New Brunswick Teachers' Federation
- Abbreviation: NBTF
- Formation: 1970; 56 years ago
- Type: Trade union; professional association;
- Headquarters: Fredericton, New Brunswick, Canada
- Location: New Brunswick, Canada;
- Membership: 8,400 (2022)
- Official languages: English; French;
- Co-presidents: Nathalie Brideau; Connie Keating;
- Executive director: Kerry Leopkey
- Website: nbtffenb.ca

= New Brunswick Teachers' Federation =

Canadian trade union and professional association

The New Brunswick Teachers' Federation (NBTF; Fédération des enseignants du Nouveau-Brunswick [FENB]) is a Canadian trade union and professional association representing 8,400 schoolteachers in New Brunswick.
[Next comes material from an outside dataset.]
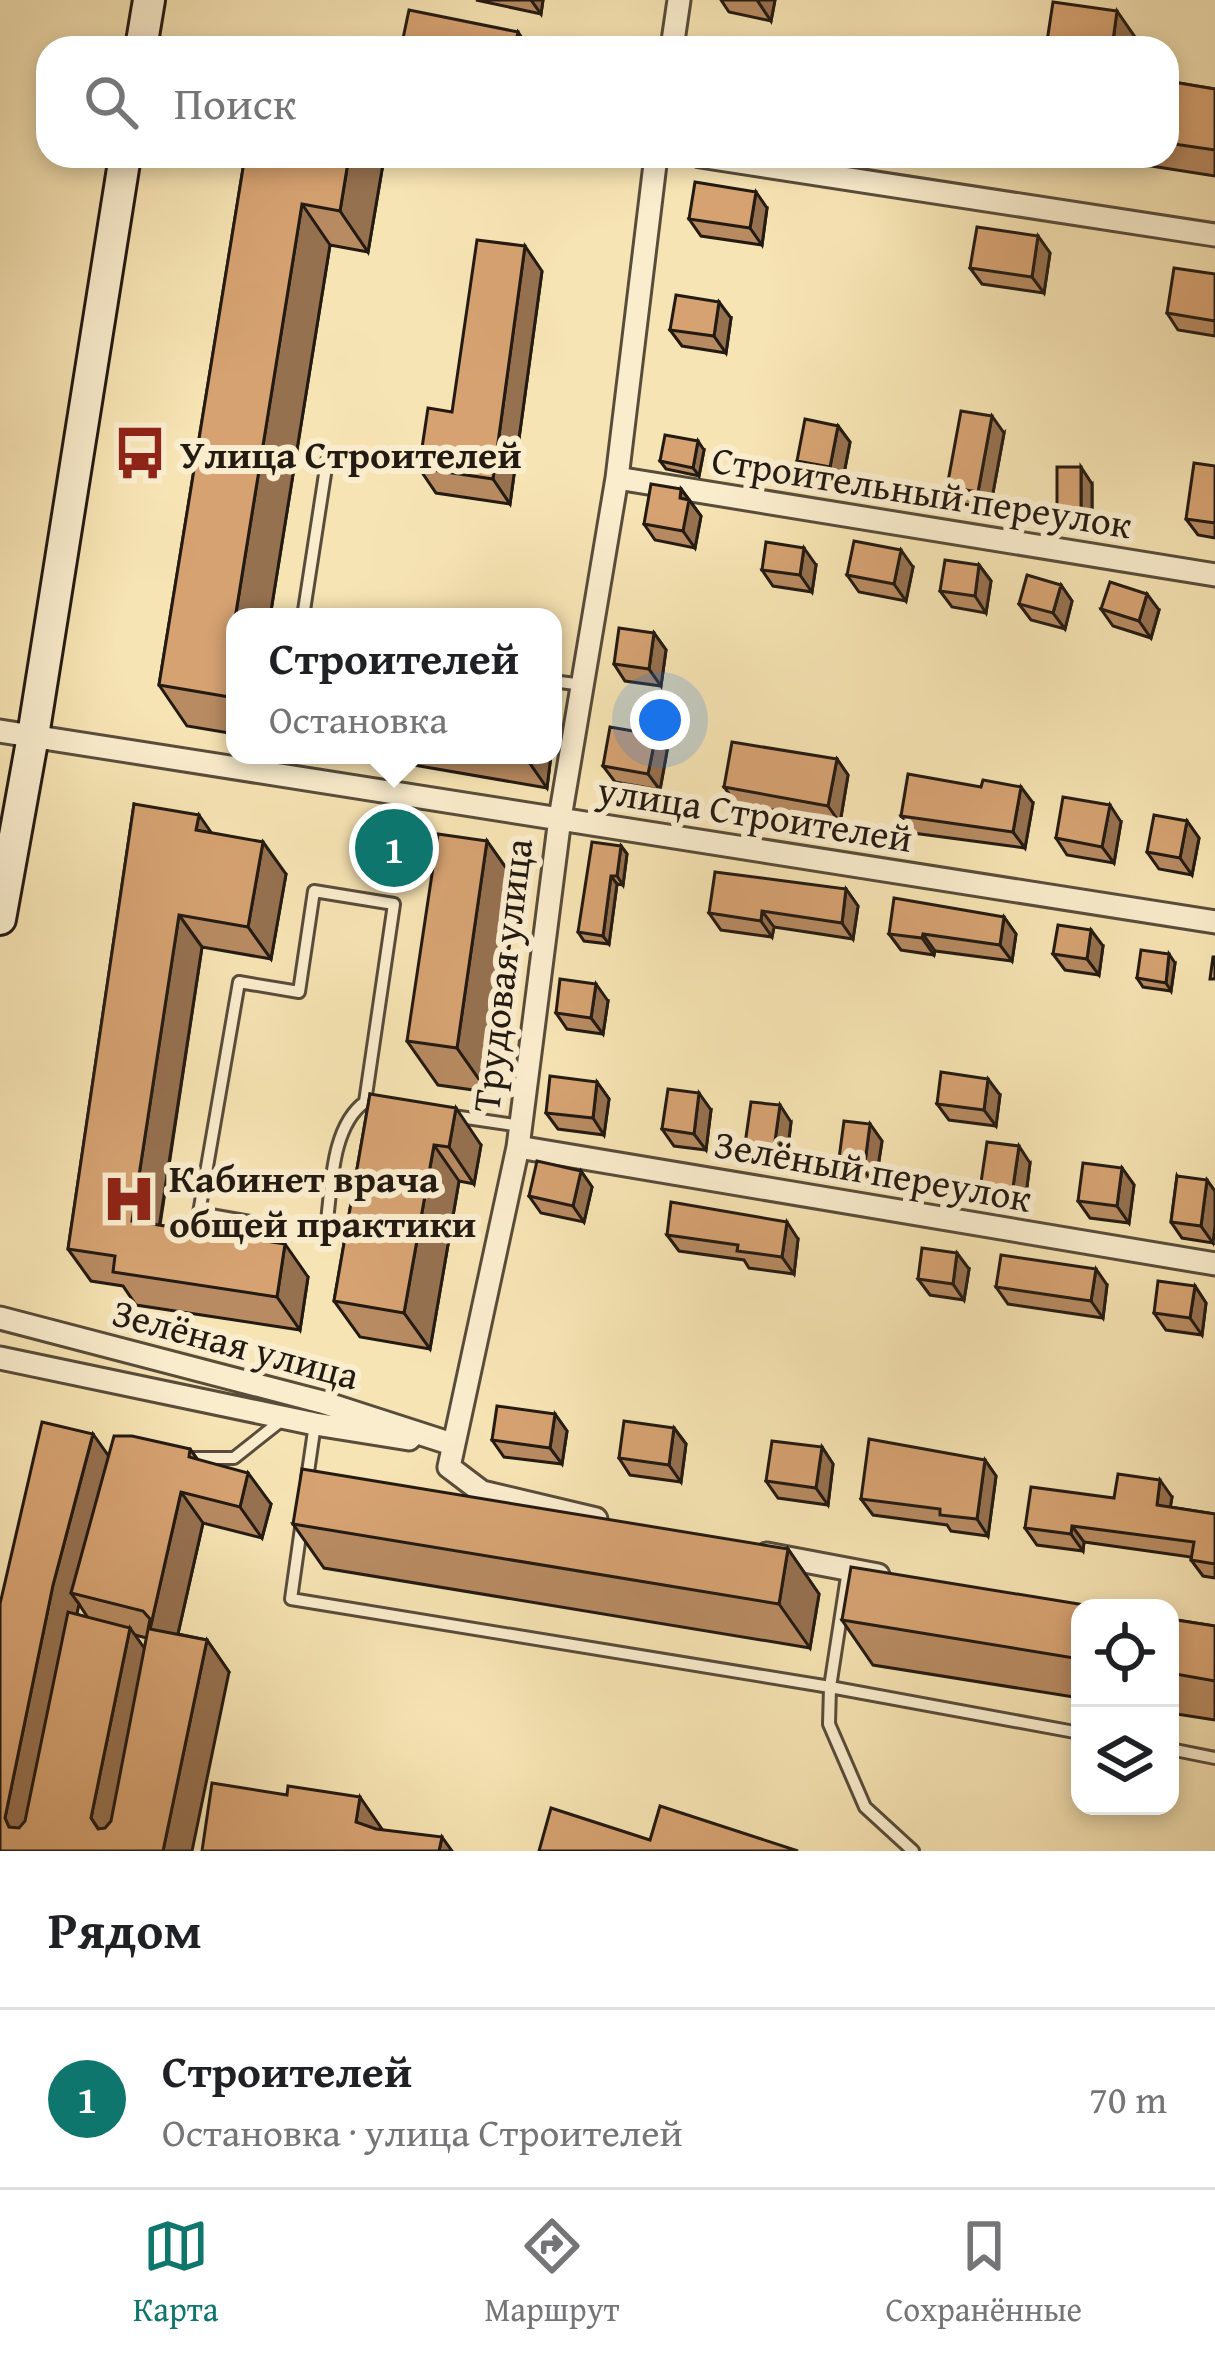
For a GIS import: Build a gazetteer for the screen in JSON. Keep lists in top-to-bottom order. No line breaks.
{"streets":{"street":["Строительный переулок","улица Строителей","Трудовая улица","Зелёный переулок","Зелёная улица"]},"crossings":[["Строительный переулок","Трудовая улица"],["улица Строителей","Трудовая улица"],["Трудовая улица","Зелёный переулок"],["Трудовая улица","Зелёная улица"]],"places":{"bus stop":["Улица Строителей"],"hospital":["Кабинет врача общей практики"]},"page":{"search":"Поиск","popup":["Строителей","Остановка"],"pins":"1","heading":"Рядом","list":[{"mark":"1","name":"Строителей","note":"Остановка · улица Строителей","value":"70 m"}],"nav":["Карта","Маршрут","Сохранённые"]}}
Teachers join the federation through one of its two constituent professional organizations: the New Brunswick Teachers' Association (NBTA), which represents anglophones, or the Association des enseignantes et des enseignants francophones du Nouveau-Brunswick (AEFNB), which represents francophones. The federation was founded in 1970, prior to which all teachers belonged to the NBTA.

== History ==
The New Brunswick Teachers' Association (NBTA) was founded on 15 November 1902 as the Albert County Teachers' Association. Its name was changed to the New Brunswick Teachers' Union on 4 June 1903. Several months later, at the organization's first convention, it adopted its current name on 22 December 1903 in an effort to eschew the typical approach of labour unions in favour of "develop[ping] along the lines of a professional association".